As always, the Sri Lankan government was prompt to deny any wrongdoing as it described the pictures as fabrication. A right-wing Brahmin leader who claims to speak for India’s Tamils was against New Delhi’s intervention in the affair.
“Support for such adventurist resolutions will make India vulnerable to future resolutions on Kashmir and Manipur,” Subramaniam Swamy reasoned. He was referring to a rare US-backed resolution to be taken up soon against Sri Lanka at the UNHRC.
UN Human Rights Commissioner Navanethem Pillay on her part spoke bluntly when she accused the Sri Lankan government this week of “triumphalism” in the Tamil north, home of the vanquished Tamil Tiger insurgency. In a report published on Monday, she said that civilians in the area called the “Vanni” were not allowed to commemorate the memory of those killed in the war.
She would perhaps note a similarity in this with the weeklong military curfew slapped on Kashmir after the secret execution of Afzal Guru on Feb 9. The fear of people commemorating their tragedy is common among many states.
Guru’s family received a letter two days after his hanging to inform them officially of the decision to kill him. Why Guru was hanged ahead of others on the death row may never be known.
The waitlist included a Sikh separatist, who unlike the executed Kashmiri, has expressed pride in his killing of a Sikh chief minister of Punjab, a controversial Congress leader.
Again unlike Guru, the Sikh radical Balwant Singh Rajoana, wears his militant links as a badge of honour. He has dared India to hang him, though one hopes there is a sliver of sanity still left in Delhi and he is denied his passionate request to be martyred.
Let’s also hope that the Indian parliament doesn’t take up the proposal by Prime Minister Manmohan Singh to debate whether Guru’s body should be returned to his family. Let us not make his macabre death even more ghoulish by fighting over his body for that is unlikely to change the Kashmiri narrative of injustice under military occupation.

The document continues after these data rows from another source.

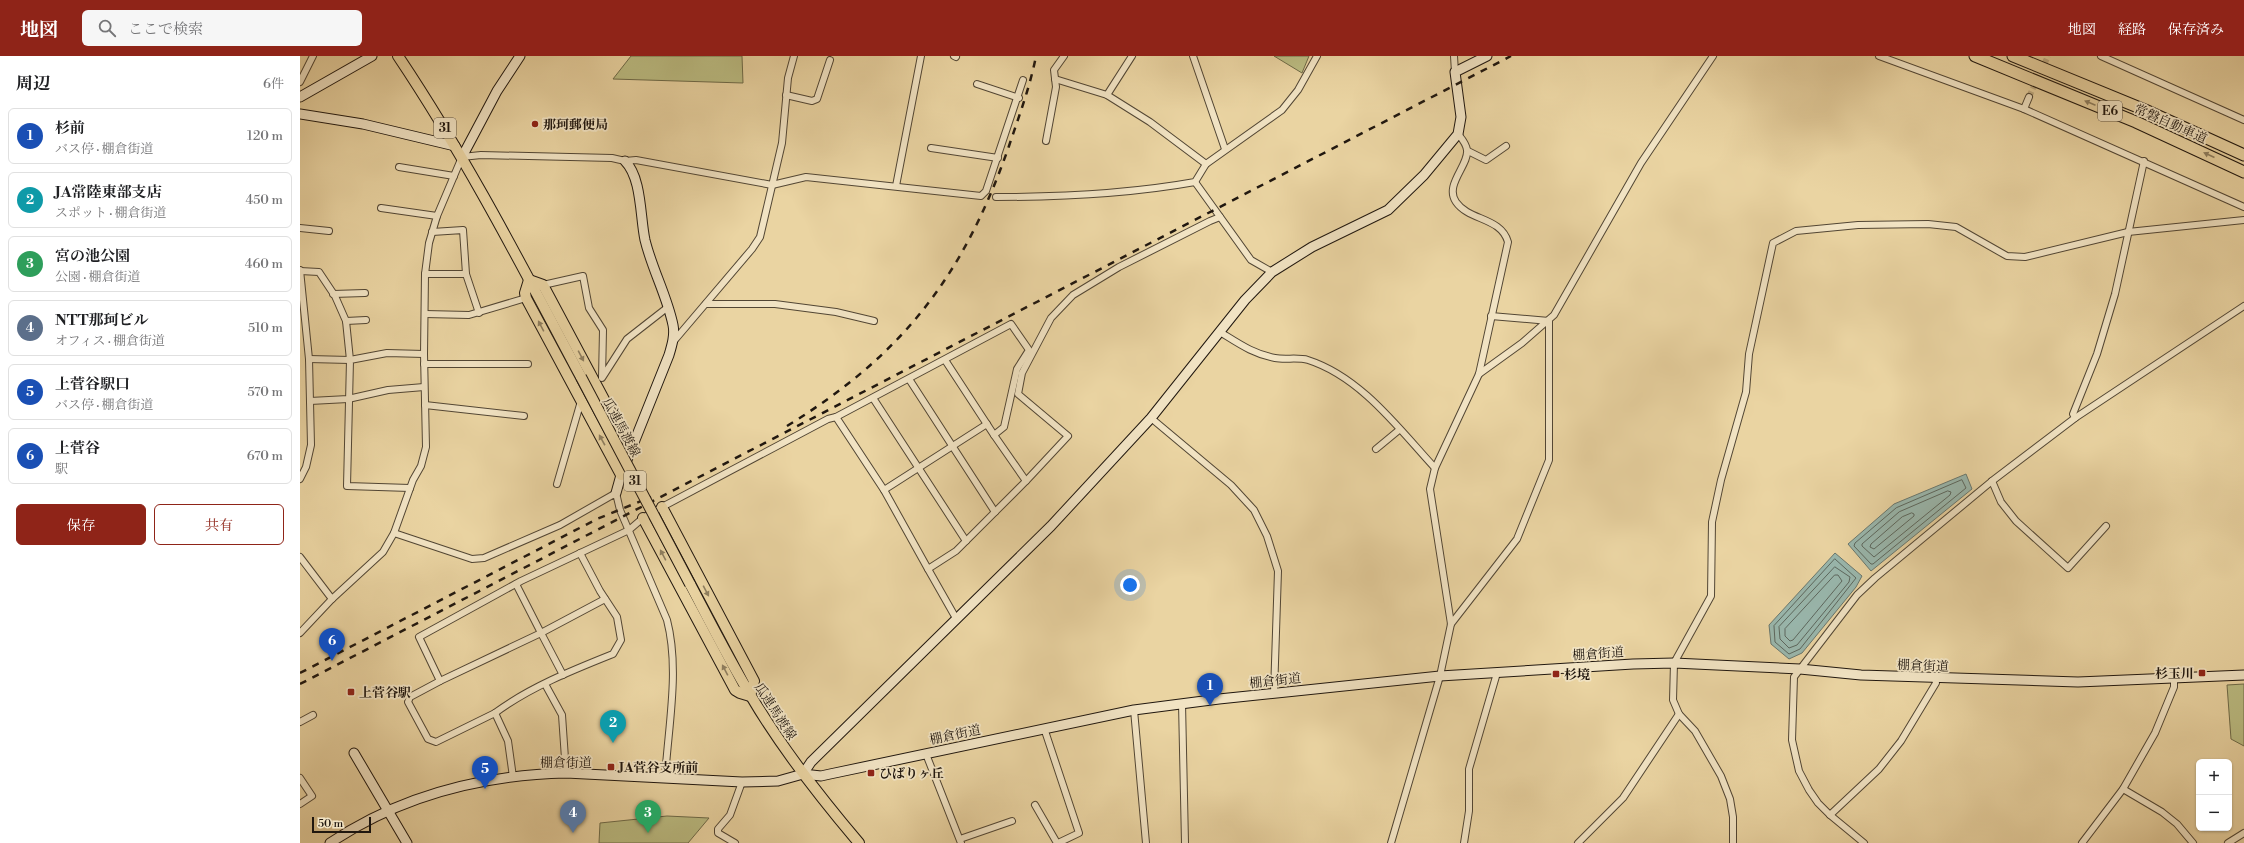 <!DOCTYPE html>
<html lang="ja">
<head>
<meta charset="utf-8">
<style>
  :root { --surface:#fff; --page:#f6f6f6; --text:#202124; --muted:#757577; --line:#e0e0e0; --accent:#8f2418 }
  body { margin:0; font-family:"Libre Bodoni","Noto Serif JP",serif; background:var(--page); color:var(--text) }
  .controls { position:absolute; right:12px; bottom:12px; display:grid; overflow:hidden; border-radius:6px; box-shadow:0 1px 3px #0004 }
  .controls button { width:36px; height:36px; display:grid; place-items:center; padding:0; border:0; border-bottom:1px solid var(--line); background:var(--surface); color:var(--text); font:20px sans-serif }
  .scale { position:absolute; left:12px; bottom:10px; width:59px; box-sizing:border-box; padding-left:4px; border:2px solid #20170f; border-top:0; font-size:11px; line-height:14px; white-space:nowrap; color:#20170f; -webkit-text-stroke:3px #f1e3c3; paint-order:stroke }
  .you { position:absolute; left:830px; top:529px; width:14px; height:14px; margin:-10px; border:3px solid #fff; border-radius:50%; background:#1a73e8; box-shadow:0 0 0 6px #1a73e833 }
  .badge { display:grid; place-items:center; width:26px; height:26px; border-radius:50%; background:var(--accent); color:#fff; font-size:13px; font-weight:700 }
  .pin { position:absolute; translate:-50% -33px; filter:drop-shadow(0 1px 2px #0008) }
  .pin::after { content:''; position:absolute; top:21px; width:14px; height:12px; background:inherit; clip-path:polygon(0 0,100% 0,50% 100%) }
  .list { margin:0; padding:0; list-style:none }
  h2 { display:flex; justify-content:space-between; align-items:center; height:52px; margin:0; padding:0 16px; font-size:17px }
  h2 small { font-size:13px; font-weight:400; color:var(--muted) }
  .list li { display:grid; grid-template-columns:26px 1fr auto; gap:12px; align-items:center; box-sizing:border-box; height:56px; margin:0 8px 8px; padding:0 8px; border:1px solid var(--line); border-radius:6px }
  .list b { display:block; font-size:15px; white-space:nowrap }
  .list p { margin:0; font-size:13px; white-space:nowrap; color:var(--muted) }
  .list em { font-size:13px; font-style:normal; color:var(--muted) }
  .actions { display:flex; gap:8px; padding:12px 16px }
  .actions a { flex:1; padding:9px 0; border:1px solid var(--accent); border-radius:6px; text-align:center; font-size:14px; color:var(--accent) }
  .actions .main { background:var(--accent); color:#fff }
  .icon { flex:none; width:22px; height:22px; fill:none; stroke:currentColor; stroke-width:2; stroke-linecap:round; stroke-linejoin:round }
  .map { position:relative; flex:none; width:1944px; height:787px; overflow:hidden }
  header { display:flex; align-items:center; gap:24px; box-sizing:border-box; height:56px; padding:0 20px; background:var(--accent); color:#fff }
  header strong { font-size:19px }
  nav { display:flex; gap:22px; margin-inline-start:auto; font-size:14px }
  .search { width:280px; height:36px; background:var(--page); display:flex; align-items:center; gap:10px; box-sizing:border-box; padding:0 14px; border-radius:6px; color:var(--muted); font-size:15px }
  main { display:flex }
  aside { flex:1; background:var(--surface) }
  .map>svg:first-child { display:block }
</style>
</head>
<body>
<header>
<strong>地図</strong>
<div class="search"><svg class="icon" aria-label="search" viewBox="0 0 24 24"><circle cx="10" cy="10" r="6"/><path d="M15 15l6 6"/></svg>ここで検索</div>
<nav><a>地図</a><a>経路</a><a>保存済み</a></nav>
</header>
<main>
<aside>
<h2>周辺<small>6件</small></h2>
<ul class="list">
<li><span class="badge" style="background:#1a4fb4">1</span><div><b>杉前</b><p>バス停 · 棚倉街道</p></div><em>120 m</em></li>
<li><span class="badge" style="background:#0f9aa8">2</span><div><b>JA常陸東部支店</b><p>スポット · 棚倉街道</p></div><em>450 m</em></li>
<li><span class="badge" style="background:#2e9e5b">3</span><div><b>宮の池公園</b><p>公園 · 棚倉街道</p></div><em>460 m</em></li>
<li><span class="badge" style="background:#5c6f8a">4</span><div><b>NTT那珂ビル</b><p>オフィス · 棚倉街道</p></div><em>510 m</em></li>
<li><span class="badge" style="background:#1a4fb4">5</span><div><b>上菅谷駅口</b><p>バス停 · 棚倉街道</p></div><em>570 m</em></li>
<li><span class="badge" style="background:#1a4fb4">6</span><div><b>上菅谷</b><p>駅</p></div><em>670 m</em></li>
</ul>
<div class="actions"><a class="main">保存</a><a>共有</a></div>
</aside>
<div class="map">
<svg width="1944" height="787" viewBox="0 0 1944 787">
  <rect width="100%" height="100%" fill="#ead4a2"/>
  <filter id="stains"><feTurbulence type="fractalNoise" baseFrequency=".005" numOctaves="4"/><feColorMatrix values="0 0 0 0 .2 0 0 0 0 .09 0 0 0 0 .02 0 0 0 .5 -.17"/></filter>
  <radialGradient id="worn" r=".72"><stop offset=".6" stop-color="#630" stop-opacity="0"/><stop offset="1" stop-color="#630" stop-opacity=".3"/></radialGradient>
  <g fill="#bbbc82" stroke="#6e6a48">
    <path d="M331,0h111l1,27 -130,-4z"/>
    <path d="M974,0h35l-7,17z"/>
    <path d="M1944,628v62l-13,-7 -4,-54z"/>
    <path d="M367,760l42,2 -21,25h-89l1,-20z"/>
  </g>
  <g fill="#99b7ad" stroke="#69776e">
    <path d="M1666,418l6,15 -101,82 -23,-27 46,-40z"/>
    <path d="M1535,497l27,23 -6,11 -54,66 -13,6 -18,-15 -2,-19z"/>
  </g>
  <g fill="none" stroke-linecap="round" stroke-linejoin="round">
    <g stroke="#5c675e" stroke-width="1">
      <path d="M1662,424l4,8 -93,76h-2l-17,-18 1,-3 41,-35z"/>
      <path d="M1648,435l3,1 -1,3 -76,62 -12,-11v-2l37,-32z"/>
      <path d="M1612,457l2,1v2l-40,33 -4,-2 1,-3 31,-27z"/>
      <path d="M1535,503l21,19 -56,71 -11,5 -14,-12 -1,-16z"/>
      <path d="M1535,511l15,10 -1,5 -52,63 -8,3 -9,-9 -1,-12z"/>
      <path d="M1535,519h3l4,6 -49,59 -3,1 -5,-5v-7z"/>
    </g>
    <path stroke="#c2ae85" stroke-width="6" stroke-dasharray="6 3" stroke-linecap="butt" d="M1729,41l19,-41"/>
    <defs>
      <g id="street">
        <path d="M654,0l2,1"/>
        <path d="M893,0l32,93"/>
        <path d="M1154,0l1,16"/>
        <path d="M1579,0l145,53 220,98"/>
        <path d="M1801,0l143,64"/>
        <path d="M755,23l52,16 43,27 56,42"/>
        <path d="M0,26l13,-26"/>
        <path d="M677,28l42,14"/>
        <path d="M486,39l26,6 5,-2 13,-39"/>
        <path d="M807,39l25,-39"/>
        <path d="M1724,53l5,-12"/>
        <path d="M746,85l10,-54 -2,-17 10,-14"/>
        <path d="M631,92l67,10"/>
        <path d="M1168,95l18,9 20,-14"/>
        <path d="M99,111l55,9"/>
        <path d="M895,126l56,78 21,12"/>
        <path d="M596,130l25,-130"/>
        <path d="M696,141c67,0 132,-3 199,-15l11,-18 76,-54 16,-20 19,-34"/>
        <path d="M81,152l56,8"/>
        <path d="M0,172l29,3"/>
        <path d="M0,214l9,89 2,86 -5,22 -6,12"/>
        <path d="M0,215l19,1 16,24 11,25 4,39 -41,-1"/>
        <path d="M125,218h41l-3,-44 -31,2"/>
        <path d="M166,218l13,39"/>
        <path d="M243,229l40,-9 6,32 14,22 -1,48 25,-39 41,-32"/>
        <path d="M33,238l32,-1"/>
        <path d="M406,248h69l61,8 38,9"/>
        <path d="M125,258l44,1 57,-17"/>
        <path d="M46,265l20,-1"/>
        <path d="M711,268l18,26 -12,19 -13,58 -10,8 32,46 -70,70 -28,18 -44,-79 -48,-73z"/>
        <path d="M920,276c18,11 33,22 55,26 10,2 23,-1 33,2 53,17 91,69 127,108"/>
        <path d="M373,286l79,-93 8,-12 22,-94 6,-65 6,-22"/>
        <path d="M645,304l49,75"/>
        <path d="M124,308h104"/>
        <path d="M1179,318l43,-31 32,-28 87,-152 72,-107"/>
        <path d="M609,323l86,133"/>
        <path d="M573,342l93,143"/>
        <path d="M10,345l38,-2 40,-9 36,-3"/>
        <path d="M125,349l99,11"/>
        <path d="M851,362l80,67 23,25 13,26 11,35 -4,122"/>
        <path d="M1775,362l-2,-4 24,-60 18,-60 29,-133"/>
        <path d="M1076,393l23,-19"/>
        <path d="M726,425l42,-45 -50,-42 4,-21 29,-55 22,-23 46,-28 91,-46 10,-4"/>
        <path d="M1692,425l9,21 15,19 52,47 38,-42"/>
        <path d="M257,428l24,-83"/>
        <path d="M110,432l-63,-2 3,-126 37,-7 37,1"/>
        <path d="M584,434l103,-66"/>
        <path d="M94,477l78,26 12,-1 76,-33 56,-32 4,17 47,110c13,50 1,107 -2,159"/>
        <path d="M0,501l32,42"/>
        <path d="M628,513l29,51"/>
        <path d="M216,528l25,49 64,-34"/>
        <path d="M1151,568l66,-85 32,-79v-139l-58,-5"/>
        <path d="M0,577l32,-34 51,-47 11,-19 19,-53 8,-14 5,-19 -2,-93 1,-80 4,-31 8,-27 25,-59 19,-2 131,3 13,3 11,-1 136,25 34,-8 175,19 5,-5 37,-111"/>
        <path d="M140,625l101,-48 22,42"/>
        <path d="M245,628l17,31 4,58"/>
        <path d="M882,647l3,140"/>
        <path d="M834,654l12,133"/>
        <path d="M195,657c35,-26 78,-43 118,-59l8,-14 -4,-23 -17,-26 -20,-38"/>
        <path d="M0,666l13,-7"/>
        <path d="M744,672l35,105 -21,10"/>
        <path d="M626,698l35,89"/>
        <path d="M213,721l-5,-36 -13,-28 -59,29 -8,-3 -20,-37 2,-5 30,-16 -21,-44 102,-56 108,-51 14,-12 19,-11 166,-88 8,-2"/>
        <path d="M0,722l12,18 -12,8"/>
        <path d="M1823,733l39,23 15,12 16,19"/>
        <path d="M735,749l22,38"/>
        <path d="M1530,759l49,-46 22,-28 35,-58 -1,-5"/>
        <path d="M660,783l52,-18"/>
        <path d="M435,787l-17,-10v-4l12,-14 12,-33"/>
        <path d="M1091,787l49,-167 11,-52 -21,-135 5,-21 44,-94 29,-132c-7,-25 -39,-21 -52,-40 -12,-17 13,-37 11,-52 -1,-7 -5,-11 -9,-16"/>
        <path d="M1164,787l5,-32v-42l28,-96"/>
        <path d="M1278,787l45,-45 56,-84"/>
        <path d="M1433,787v-26l-3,-18 -9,-23 -26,-45 -16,-17 -6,-14 1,-37 37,-67 1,-74 9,-42 25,-88 3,-38 24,-111 23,-12 62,-6 70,-1 28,3 51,29 18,1 103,-25 116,-12"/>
        <path d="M1564,787l-34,-28 -12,-12 -9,-13 -10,-19 -7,-31 2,-63 63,-82 18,-17 117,-97 83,-63 169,-112"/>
        <path d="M1782,787l41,-54 32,-56 19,-46v-7"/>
        <path d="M1928,787l16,-10"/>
      </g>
      <g id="secondary">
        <path d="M0,41l72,-41"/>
        <path d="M0,58l63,10 92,22"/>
        <path d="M162,101l35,-66 23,-35"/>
        <path d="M316,437l5,-18 48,-120c3,-10 6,-20 4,-30 -6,-29 -21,-56 -28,-85 -5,-23 -3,-62 -20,-79"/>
        <path d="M54,697l53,90"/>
        <path d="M503,718l8,-12 240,-236 100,-108 94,-118 27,-28 40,-25 76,-37 36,-35 34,-41 3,-17 -6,-45 32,-16"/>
        <path d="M30,787c70,-47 152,-68 236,-70l176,9 36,-1 25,-7 18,2 9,-2 304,-64 85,-11 221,-23 193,-12 41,-1 126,6 61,6 217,7 166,-7"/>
      </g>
      <g id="primary">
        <path d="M98,0c69,103 125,212 183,321"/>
        <path d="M229,224l-4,13 1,5 95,177"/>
        <path d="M229,224l14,5 88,165"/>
        <path d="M343,462l92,172 5,3 10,3 4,-15 -92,-174"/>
        <path d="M390,528c20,38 39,76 61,112 31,53 69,101 108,147"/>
      </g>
      <g id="highway">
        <path d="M1675,0l161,66 108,50"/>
        <path d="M1713,0l132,54 99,45"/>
      </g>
    </defs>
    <use href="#street" stroke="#524634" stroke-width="8"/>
    <use href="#secondary" stroke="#20170f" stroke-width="11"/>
    <use href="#primary" stroke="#20170f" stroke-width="12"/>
    <use href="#highway" stroke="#20170f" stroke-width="13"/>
    <use href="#street" stroke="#f1e3c3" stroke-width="6"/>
    <use href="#secondary" stroke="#f1e3c3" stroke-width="9"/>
    <use href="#primary" stroke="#ead4a2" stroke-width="10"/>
    <use href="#highway" stroke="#ead4a2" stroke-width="11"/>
    <g stroke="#20170f" stroke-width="2.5" stroke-dasharray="7 7" stroke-linecap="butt">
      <path d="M487,370c117,-72 177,-151 222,-280 10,-30 21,-59 27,-90"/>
      <path d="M0,617l297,-154 54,-22"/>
      <path d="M0,628l1211,-628"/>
    </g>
    <defs>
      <path id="primary-bridge" d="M281,321l109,207"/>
    </defs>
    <use href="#primary-bridge" stroke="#20170f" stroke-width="12" stroke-linecap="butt"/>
    <use href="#primary-bridge" stroke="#ead4a2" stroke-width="10"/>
  </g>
  <defs><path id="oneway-solid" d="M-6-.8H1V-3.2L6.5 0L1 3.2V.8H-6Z"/></defs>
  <g fill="#8f7f60">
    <use href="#oneway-solid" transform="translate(1790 47) rotate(-157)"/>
    <use href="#oneway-solid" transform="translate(1909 99) rotate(-156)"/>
    <use href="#oneway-solid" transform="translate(241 270) rotate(-118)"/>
    <use href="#oneway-solid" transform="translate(281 300) rotate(62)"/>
    <use href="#oneway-solid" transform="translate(302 384) rotate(-119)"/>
    <use href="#oneway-solid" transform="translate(363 499) rotate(-118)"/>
    <use href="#oneway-solid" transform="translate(406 535) rotate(62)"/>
    <use href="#oneway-solid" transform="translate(425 614) rotate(-118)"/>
  </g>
  <g fill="#8f2418" stroke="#f1e3c3" stroke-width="1.5">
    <circle cx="235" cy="68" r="4"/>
    <rect x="1898" y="613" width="8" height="8" rx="2"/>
    <rect x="1252" y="614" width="8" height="8" rx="2"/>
    <rect x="47" y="632" width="8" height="8" rx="2"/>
    <rect x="307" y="707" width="8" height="8" rx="2"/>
    <rect x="567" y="713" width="8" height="8" rx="2"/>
  </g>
  <g text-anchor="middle" stroke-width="3.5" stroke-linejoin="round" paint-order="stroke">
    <g fill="#f1e3c3" stroke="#5f5445" stroke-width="1">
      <rect x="1798" y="45" width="24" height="20" rx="3"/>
      <rect x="134" y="62" width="22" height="20" rx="3"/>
      <rect x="324" y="415" width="22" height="20" rx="3"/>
    </g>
    <g font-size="12" font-weight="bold" fill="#20170f">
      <text x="1810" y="59">E6</text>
      <text x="145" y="76">31</text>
      <text x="335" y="429">31</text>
    </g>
    <g font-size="13" fill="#20170f" stroke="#f1e3c3">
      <text transform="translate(1871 67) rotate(24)" y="5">常磐自動車道</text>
      <text transform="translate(322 371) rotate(62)" y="5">瓜連馬渡線</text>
      <text transform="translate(1298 597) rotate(-4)" y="5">棚倉街道</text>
      <text transform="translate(1623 609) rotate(2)" y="5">棚倉街道</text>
      <text transform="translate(975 624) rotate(-6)" y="5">棚倉街道</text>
      <text transform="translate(476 655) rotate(57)" y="5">瓜連馬渡線</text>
      <text transform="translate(655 678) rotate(-12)" y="5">棚倉街道</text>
      <text x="266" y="711">棚倉街道</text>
    </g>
    <g font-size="13" font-weight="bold" fill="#20170f" stroke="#f1e3c3" text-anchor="start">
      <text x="243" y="73">那珂郵便局</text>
      <text x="1894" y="622" text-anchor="end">杉玉川</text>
      <text x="1264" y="623">杉境</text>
      <text x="59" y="641">上菅谷駅</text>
      <text x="319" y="716">JA菅谷支所前</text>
      <text x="579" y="722">ひばりヶ丘</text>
    </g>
  </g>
  <rect width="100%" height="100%" filter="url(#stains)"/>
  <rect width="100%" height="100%" fill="url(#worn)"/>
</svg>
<div class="controls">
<button>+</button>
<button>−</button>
</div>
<div class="scale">50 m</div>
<div class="you"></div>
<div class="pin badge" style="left:910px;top:650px;background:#1a4fb4">1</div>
<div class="pin badge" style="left:313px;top:687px;background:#0f9aa8">2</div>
<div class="pin badge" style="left:348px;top:777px;background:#2e9e5b">3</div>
<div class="pin badge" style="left:273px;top:777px;background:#5c6f8a">4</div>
<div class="pin badge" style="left:185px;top:733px;background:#1a4fb4">5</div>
<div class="pin badge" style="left:32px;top:605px;background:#1a4fb4">6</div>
</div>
</main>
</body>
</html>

The blood lust is getting more pervasive among the younger citizens. A massive crowd of youngsters has been gathering in Dhaka’s Shahbagh square to demand the hanging of a Jamaat-i-Islami leader who evidently played a role in the army’s rape and plunder of Bangladesh when it was still part of Pakistan.
In India, bands of youth nudged by right-wing parties want rapists to be hanged. As the economies shrink the bloody chorus will get even louder.
In Sri Lanka’s Tamil north, museums and memorials commemorating the victors have sprung up across the province. These, in Ms Pillay’s words, “tend to use triumphalist images from which the local population feels a strong sense of alienation”.